Another interpretation I was thinking is that maybe the implication is that these different ages of the people exist together at the same time, either figuratively or literally. That is, it is not showing the passage of time, but rather how one's childhood, adolescence, and adulthood are always a part of the same person for their entire life. Or more literally, imagine if you had a time machine and went back to meet your younger self. Nostalgia and childhood are obviously huge motifs for BoC, so I could certainly see the intent being a message about remembering yourself from the past or keeping in touch with your inner child. I have a gut feeling that this album will be quite dark and similar to Geogaddi and Tomorrow's Harvest tonally, so maybe there is also the inverse meaning--being forced to grow up too fast.
Lots of room for interpretation!
A related layer is the idea of loops. Loops that end up stuck on repeat in our psyches as we age and continue to manifest in situations that rhyme with each other.
It's like the negative edge of nostalgia. Not necessarily trauma, but the momentum of habit that we are often blind to while ending up in the same difficult situations time and again.

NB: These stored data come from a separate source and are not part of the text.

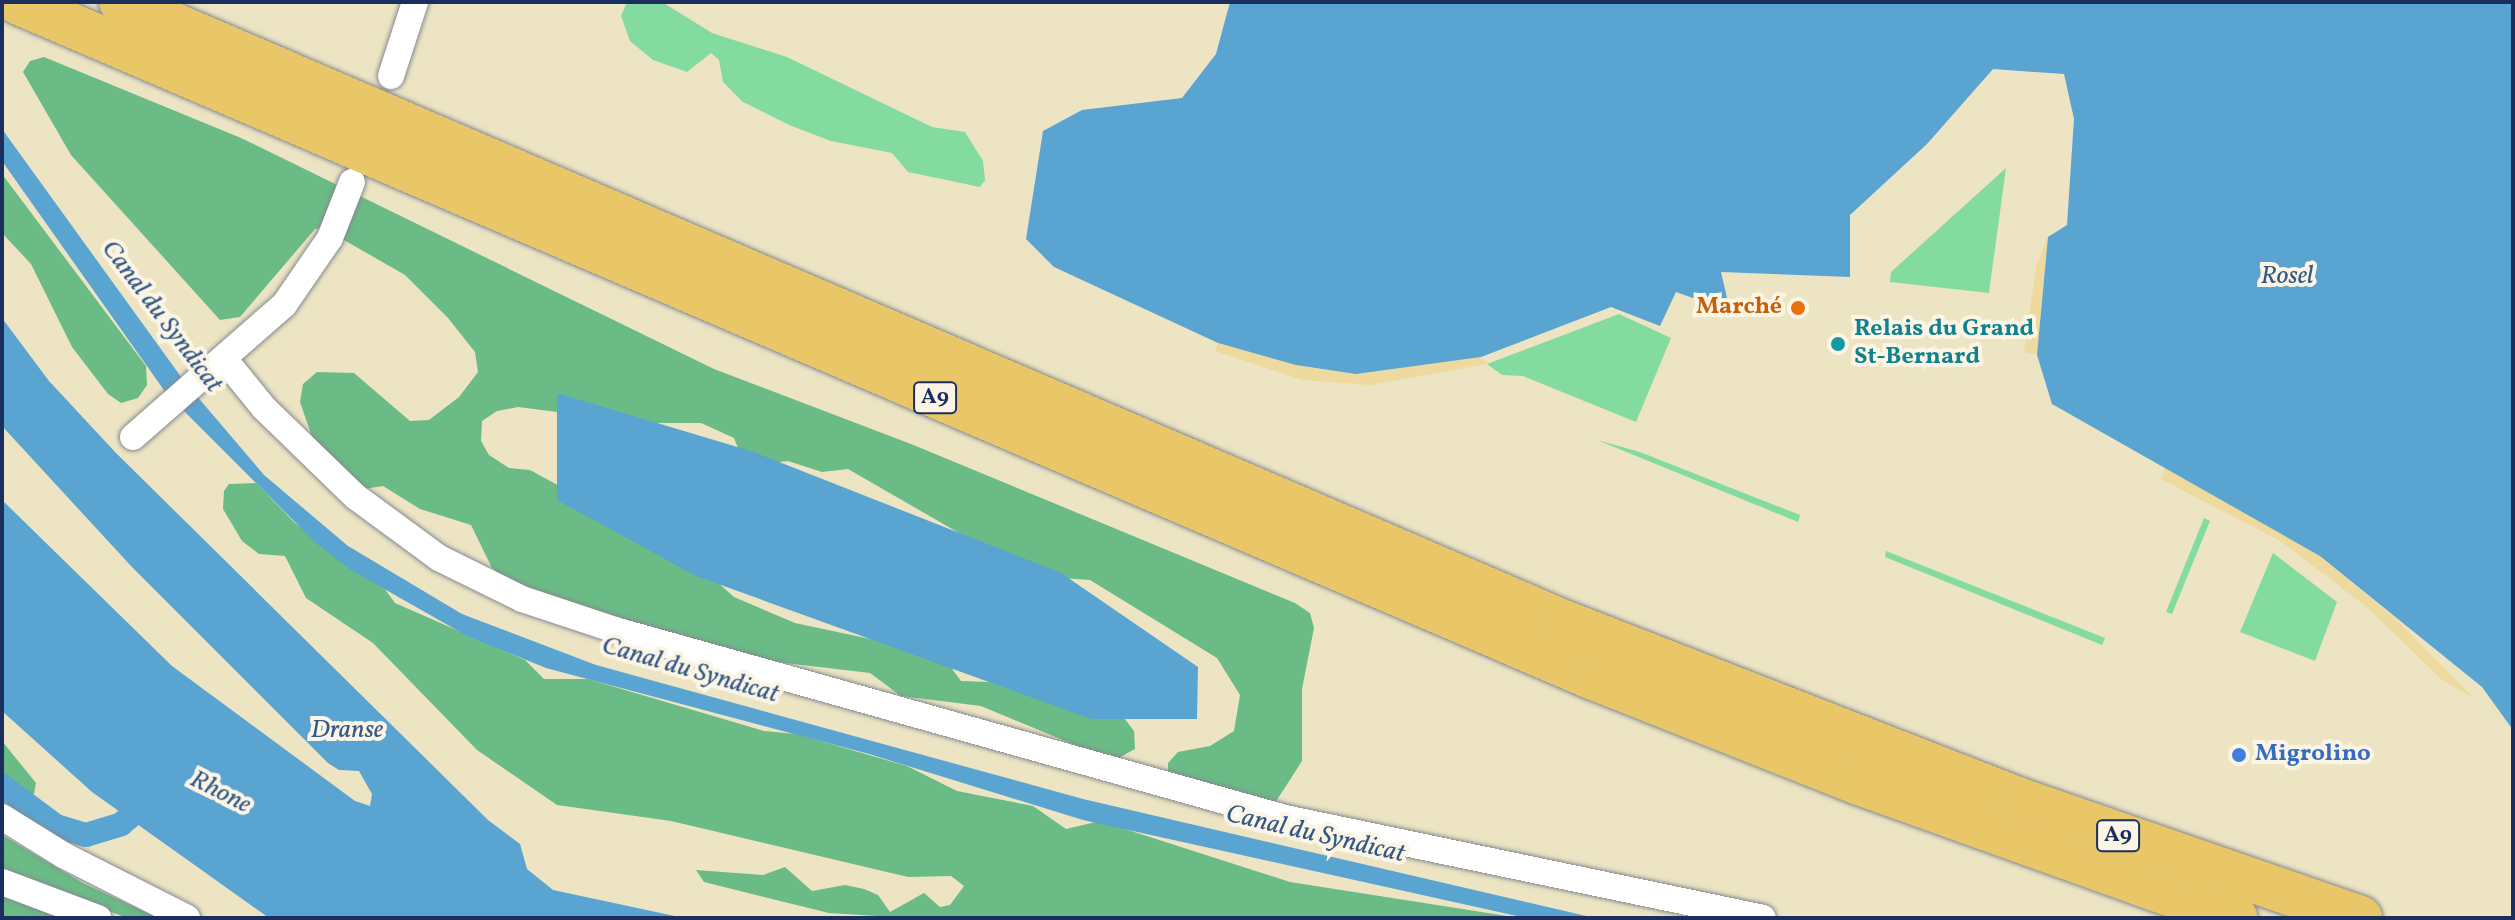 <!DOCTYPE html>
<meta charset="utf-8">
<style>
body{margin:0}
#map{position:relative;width:2515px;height:920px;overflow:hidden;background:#ece4c3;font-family:Vollkorn,serif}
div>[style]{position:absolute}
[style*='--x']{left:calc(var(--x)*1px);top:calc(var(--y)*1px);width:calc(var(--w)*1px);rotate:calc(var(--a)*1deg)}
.green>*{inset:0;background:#84dba0}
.forest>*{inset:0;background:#6bbb86}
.sand>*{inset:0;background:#eeda9e}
.water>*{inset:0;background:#5aa4d2}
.canal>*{height:24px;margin:-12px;padding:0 12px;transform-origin:12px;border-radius:12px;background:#5aa4d2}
.roads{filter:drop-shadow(0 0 2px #848a90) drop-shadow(0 0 2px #848a90)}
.minor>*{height:26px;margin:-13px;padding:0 13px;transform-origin:13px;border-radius:13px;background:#fff}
.motorway>*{height:44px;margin:-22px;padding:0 22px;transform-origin:22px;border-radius:22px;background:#e9c769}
.dots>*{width:22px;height:22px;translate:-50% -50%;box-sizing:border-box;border:4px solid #fcf5e5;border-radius:50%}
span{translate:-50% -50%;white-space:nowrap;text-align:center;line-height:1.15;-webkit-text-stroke:8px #fcf5e5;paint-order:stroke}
.shield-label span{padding:2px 6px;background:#fcf5e5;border:2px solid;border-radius:6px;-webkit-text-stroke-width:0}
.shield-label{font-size:22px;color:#1b2f5e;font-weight:700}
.food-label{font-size:24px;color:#c56008;font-weight:700}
.right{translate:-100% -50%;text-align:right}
.culture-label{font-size:24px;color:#0d838f;font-weight:700}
.left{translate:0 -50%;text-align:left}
.shop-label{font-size:24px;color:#366cbe;font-weight:700}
.water-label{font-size:26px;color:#315887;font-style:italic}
.frame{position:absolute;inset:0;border:4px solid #1b2f5e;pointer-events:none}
</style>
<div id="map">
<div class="green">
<i style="clip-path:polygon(627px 2px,662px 2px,712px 33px,787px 57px,932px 127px,965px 132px,983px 161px,985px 180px,980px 187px,908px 172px,892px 153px,831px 141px,789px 125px,743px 102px,723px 82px,719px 60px,711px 53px,687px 72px,653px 60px,630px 41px,621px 16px)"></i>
<i style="clip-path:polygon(2006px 168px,1989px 293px,1890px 282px,1891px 272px)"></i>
<i style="clip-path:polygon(1619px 314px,1671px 338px,1636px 422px,1523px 376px,1502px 375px,1487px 364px)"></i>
<i style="clip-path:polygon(1597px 440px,1640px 452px,1800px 515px,1798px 522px)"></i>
<i style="clip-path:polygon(2204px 518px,2210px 521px,2172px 614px,2166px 612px)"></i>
<i style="clip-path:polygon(1886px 551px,2105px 638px,2102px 645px,1885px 557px)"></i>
<i style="clip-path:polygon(2273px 553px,2337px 602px,2315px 661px,2240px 632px)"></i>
</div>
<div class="forest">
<i style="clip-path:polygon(44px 57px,241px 138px,714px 369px,911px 444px,1295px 603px,1310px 613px,1314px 628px,1302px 689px,1302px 761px,1277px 800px,1255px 819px,1168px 774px,1168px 763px,1178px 752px,1210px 746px,1234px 731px,1240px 695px,1217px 658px,1090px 580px,1060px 578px,992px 552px,848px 469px,822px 472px,788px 461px,745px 466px,734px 438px,701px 423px,643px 423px,518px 407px,497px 411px,482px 421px,481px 441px,489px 455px,509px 468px,530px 470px,688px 556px,734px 597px,795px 623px,941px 654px,961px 681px,989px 682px,1121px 714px,1134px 731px,1135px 749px,1113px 761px,981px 706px,901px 696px,870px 673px,625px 644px,571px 627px,492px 568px,471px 525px,420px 509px,383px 486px,337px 493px,328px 483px,300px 402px,303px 384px,317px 372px,354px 373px,410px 421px,429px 420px,459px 397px,478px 372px,475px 352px,448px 318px,405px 275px,323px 228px,315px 229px,240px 317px,220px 320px,71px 155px,23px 72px,30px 61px)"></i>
<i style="clip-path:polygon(2px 174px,146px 366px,147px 385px,138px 398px,121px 403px,108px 394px,72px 347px,31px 264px,2px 233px)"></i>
<i style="clip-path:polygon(256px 483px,295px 523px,381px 584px,395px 603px,525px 660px,544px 679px,588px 679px,764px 731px,796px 734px,907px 766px,957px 791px,1033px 806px,1066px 829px,1100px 821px,1290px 882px,1520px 918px,908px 918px,829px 913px,704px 882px,696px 870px,763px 875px,785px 867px,812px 891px,845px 885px,864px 889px,878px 895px,890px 912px,924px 893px,940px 907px,950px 905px,964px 886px,951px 876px,908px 877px,671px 821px,557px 805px,477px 750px,373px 643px,306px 598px,285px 556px,259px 554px,242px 541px,223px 509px,224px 491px,229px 484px)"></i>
<i style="clip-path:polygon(2px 741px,36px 783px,34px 794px,24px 796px,2px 785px)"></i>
<i style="clip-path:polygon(2px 835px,83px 883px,158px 918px,127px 918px,2px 870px)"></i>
<i style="clip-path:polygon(2px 892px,89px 918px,2px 918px)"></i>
</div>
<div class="sand">
<i style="clip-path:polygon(2048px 237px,2037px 355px,2024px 352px,2036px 267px)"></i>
<i style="clip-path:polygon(1218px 343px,1296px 365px,1356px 374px,1481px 357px,1487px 364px,1371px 385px,1303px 380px,1215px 351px)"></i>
<i style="clip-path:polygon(2165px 468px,2276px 526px,2320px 556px,2397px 620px,2475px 699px,2441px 679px,2368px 608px,2280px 541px,2161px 479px)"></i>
</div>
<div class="water">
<i style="clip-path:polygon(1230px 2px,2513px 2px,2513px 730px,2482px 687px,2320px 556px,2052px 404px,2037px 355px,2048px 237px,2067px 225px,2074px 119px,2064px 74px,1993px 69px,1927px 144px,1850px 215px,1850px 277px,1721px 272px,1730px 311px,1676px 292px,1660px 326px,1611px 307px,1481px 357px,1356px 374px,1296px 365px,1218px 343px,1054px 267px,1026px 239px,1043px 131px,1082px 110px,1182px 98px,1216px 54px)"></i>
<i style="clip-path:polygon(2px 129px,184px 381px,264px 475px,348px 546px,462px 614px,596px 665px,1083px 799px,1595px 918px,1526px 918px,1083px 820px,869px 754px,546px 668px,467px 636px,351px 570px,317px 544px,166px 393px,2px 161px)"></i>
<i style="clip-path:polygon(2px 318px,49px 381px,116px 453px,488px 820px,520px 844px,527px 869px,553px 890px,684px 918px,269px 918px,92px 792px,2px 711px,2px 500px,172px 666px,355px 801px,370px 806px,372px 794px,359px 771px,339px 770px,328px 763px,131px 566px,2px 426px)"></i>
<i style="clip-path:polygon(557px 393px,754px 452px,1061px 573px,1198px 667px,1197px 719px,1091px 719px,696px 576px,557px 500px)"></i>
</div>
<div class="canal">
<i style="--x:2;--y:786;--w:67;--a:36.5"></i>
<i style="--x:56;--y:826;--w:31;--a:17"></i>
<i style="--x:86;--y:835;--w:37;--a:-17"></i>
<i style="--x:121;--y:824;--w:41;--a:-39.1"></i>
</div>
<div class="roads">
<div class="minor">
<i style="--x:391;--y:76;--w:78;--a:-72"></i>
<i style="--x:225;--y:360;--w:62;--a:50.9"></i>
<i style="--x:264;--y:408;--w:128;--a:44.1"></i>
<i style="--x:356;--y:497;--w:103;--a:36.3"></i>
<i style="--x:439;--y:558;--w:93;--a:26.3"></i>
<i style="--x:522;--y:599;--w:98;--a:18.4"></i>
<i style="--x:615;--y:630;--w:696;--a:15.67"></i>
<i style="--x:1285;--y:818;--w:488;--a:11.8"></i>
<i style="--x:133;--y:437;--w:201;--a:-41.2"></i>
<i style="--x:284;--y:305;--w:81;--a:-55.5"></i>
<i style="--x:330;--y:238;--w:60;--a:-68.6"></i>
<i style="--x:2;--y:817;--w:72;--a:31.9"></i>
<i style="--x:63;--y:855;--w:139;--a:26.9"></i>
<i style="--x:2;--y:882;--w:103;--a:20.6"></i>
</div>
<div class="motorway">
<i style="--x:17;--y:2;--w:1713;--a:23.21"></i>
<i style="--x:1591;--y:677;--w:288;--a:21.6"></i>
<i style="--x:1859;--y:783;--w:400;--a:19.7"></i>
<i style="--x:121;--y:2;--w:1567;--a:23.26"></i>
<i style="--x:1561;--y:621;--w:493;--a:21.3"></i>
<i style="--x:2020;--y:800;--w:360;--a:19.1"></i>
</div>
</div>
<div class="dots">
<i style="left:1798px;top:308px;background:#e8710a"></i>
<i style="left:1838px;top:344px;background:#0f9aa8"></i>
<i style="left:2239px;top:755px;background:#3f7fe0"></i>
</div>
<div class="shield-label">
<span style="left:935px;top:398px">A9</span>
<span style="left:2118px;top:836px">A9</span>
</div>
<div class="food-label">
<span class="right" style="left:1782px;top:308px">Marché</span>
</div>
<div class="culture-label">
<span class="left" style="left:1854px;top:344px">Relais du Grand<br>St-Bernard</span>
</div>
<div class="shop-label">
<span class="left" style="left:2255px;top:755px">Migrolino</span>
</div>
<div class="water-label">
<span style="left:2287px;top:277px">Rosel</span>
<span style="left:161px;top:317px;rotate:53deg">Canal du Syndicat</span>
<span style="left:690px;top:671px;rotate:16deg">Canal du Syndicat</span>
<span style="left:347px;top:731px">Dranse</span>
<span style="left:220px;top:793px;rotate:27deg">Rhone</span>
<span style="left:1315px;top:835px;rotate:13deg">Canal du Syndicat</span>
</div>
<div class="frame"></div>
</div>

Also related to loops: feedback. The closed loop producing monstrous things with exaggerated features in our lives, dreams, and societies, frightening us until we can cultivate enough equanimity to face them head-on. I think that exaggerated, maybe even cartoonish, character of our demons when left unchecked kind of fits with the bit of camp in the design for Inferno.
I already said it somewhere else, but, to me, I'm getting the feeling this isn't strictly a dark album, but also about the process of turning to face your demons--individually and as a society--in order to transcend and move beyond them. To befriend those exiled aspects of our psyche so we can rescue ourselves from the havoc they can wreak when left unchecked.
It's a recognition that things may get a lot worse, very dark, but it's an inevitable stage in the development of humankind.